A comprehensive study based on density functional theory (DFT), using the generalized gradient approximation (GGA): Perdew-Burke-Ernzerhof (PBE) exchange-correlation functional, of point defects in corundum (α), monoclinic (β), and orthorhombic (ε) phases of Ga2O3 is presented. Defect formation energies, charge transition energy levels, and defect concentrations variation with temperature are listed/presented under both gallium-rich (Ga-rich) and oxygen-rich (O-rich) growth conditions.

The theoretical analysis gives us the understanding to develop a >0.5 µm thick β-Ga2O3 thin films using the metal-organic chemical vapor deposition (MOCVD) growth process on sapphire and AlN templates using silicon-oxygen bonding (SiOx) as a phase stabilizer. X-ray diffraction reveals a pure-monoclinic phase in the presence of SiOx. The creation SiOx with silane (SiH4) flow shows a significant change in β-Ga2O3 surface morphology in both AlN and sapphire where roughness reduces from 16.2 nm to 4.2 nm. AlN is expected to improve heat dissipation in HFETs. The reduction of surface roughness should increase the mobility of HFET devices. To realize the heterostructure for HFETs, (AlxGa1-x)2O3 films with aluminum composition ranging from x=0 to x= 36% were grown and analyzed for structural and surface properties. The Al composition increase resulted in a phase transition from a monoclinic to an amorphous structure, showing the limit for Al incorporation in β-(AlxGa1-x)2O3.

It is imperative to have information about the work function of the semiconductor layers to make contacts for the devices. We report the surface work function of (AlxGa1- x)2O3 decrease from 6.13 to 5.62 eV as aluminum composition increased from 0 to 36% using the scanning Kevin probe microscopy (SKPM).
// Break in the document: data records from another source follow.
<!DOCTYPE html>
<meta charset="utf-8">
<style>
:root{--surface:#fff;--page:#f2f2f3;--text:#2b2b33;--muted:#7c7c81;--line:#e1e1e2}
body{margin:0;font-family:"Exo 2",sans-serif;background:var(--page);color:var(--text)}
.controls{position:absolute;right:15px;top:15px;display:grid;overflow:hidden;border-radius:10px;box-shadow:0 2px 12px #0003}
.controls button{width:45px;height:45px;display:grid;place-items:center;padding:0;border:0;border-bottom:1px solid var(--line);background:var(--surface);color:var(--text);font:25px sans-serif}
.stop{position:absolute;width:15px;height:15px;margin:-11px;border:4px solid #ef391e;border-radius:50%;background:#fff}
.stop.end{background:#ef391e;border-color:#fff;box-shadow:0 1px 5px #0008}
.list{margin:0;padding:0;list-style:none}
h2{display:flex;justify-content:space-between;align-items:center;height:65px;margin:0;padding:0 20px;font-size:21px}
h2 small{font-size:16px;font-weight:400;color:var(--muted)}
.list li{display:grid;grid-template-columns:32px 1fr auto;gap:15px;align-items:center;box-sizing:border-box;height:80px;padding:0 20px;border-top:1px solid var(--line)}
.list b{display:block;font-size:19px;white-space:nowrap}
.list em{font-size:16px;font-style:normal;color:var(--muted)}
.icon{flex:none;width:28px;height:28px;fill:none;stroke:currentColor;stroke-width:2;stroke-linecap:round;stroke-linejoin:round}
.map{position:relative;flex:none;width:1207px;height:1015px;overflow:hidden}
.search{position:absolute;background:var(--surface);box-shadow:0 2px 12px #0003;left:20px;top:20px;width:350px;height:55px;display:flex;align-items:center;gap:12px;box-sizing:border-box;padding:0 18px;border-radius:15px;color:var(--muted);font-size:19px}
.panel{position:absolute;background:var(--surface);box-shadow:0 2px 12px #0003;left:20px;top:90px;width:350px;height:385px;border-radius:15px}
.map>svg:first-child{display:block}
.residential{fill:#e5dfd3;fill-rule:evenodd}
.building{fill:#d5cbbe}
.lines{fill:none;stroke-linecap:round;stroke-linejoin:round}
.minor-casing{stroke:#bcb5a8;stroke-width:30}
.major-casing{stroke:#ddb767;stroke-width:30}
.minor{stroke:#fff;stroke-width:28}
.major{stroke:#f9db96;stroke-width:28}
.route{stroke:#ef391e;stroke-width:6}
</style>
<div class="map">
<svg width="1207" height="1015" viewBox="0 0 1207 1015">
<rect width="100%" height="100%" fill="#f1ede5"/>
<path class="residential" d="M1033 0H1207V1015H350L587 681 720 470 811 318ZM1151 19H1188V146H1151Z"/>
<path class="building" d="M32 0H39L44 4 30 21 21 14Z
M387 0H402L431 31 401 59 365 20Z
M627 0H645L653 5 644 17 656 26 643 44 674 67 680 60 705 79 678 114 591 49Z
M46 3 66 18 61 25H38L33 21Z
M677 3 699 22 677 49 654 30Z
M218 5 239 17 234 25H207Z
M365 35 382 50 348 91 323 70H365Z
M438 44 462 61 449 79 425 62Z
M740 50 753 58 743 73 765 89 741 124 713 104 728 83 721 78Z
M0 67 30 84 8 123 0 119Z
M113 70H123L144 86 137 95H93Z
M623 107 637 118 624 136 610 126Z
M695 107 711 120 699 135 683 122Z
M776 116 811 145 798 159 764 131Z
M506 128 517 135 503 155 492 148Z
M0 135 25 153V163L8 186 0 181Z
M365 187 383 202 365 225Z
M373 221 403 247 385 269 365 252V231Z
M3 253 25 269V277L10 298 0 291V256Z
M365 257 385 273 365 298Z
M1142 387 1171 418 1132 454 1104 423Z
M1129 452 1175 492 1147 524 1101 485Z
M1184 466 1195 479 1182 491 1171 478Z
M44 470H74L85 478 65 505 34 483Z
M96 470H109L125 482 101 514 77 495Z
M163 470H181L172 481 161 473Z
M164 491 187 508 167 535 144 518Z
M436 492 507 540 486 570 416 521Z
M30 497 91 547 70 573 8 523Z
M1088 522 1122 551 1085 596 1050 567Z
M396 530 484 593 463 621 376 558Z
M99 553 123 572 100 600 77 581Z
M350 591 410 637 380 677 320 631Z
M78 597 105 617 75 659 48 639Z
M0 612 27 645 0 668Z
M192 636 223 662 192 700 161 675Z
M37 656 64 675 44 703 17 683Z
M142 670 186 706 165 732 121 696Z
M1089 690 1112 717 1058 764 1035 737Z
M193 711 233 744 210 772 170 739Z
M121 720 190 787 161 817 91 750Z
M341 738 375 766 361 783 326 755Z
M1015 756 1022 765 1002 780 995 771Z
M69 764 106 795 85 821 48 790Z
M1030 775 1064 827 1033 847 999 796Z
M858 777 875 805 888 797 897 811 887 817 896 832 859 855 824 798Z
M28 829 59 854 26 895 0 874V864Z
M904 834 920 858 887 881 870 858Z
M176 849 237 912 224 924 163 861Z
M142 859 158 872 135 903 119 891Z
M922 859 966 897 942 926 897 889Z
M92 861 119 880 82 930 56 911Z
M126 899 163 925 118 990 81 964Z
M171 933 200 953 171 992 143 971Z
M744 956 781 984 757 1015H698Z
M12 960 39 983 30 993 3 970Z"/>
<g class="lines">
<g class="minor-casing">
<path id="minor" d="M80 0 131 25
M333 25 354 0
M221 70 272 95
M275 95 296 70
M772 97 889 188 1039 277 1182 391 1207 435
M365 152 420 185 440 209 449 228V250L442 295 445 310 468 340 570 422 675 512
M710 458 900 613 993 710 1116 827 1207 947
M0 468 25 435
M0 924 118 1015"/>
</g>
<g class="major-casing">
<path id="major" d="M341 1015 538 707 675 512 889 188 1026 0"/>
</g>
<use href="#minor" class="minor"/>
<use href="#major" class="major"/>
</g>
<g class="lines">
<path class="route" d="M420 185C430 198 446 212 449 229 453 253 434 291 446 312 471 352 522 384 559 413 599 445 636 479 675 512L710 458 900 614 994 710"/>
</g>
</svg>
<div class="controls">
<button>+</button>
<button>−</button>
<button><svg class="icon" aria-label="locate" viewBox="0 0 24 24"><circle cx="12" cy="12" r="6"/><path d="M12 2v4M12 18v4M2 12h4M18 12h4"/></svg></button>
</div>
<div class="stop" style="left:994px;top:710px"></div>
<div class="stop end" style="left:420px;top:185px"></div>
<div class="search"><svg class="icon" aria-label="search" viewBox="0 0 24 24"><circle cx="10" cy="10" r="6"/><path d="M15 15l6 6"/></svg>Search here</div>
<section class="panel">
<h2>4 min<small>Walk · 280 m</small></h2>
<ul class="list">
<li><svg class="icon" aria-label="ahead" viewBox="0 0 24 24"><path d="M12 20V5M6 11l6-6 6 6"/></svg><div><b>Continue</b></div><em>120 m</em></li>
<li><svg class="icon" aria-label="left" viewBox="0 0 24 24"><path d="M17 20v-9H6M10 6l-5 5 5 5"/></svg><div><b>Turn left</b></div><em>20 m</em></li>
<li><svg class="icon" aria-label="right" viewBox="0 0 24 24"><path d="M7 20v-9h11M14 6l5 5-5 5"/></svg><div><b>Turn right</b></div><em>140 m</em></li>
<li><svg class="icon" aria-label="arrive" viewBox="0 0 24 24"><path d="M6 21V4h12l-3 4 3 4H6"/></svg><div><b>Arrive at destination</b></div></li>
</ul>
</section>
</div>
Direct measurements of epitaxial surface potential in (AlxGa1-x)2O3 thin films show downward band bending ranging from 1.19 to 0.65 eV. The density of surface states is found to be ~2×1012 to ~4×1013 cm-2 . These properties are required to select metals for ohmic/Schottky contacts, dielectric deposition, and understanding the passivation mechanisms in β-(AlxGa1-x)2O3/β-Ga2O3 HFETs.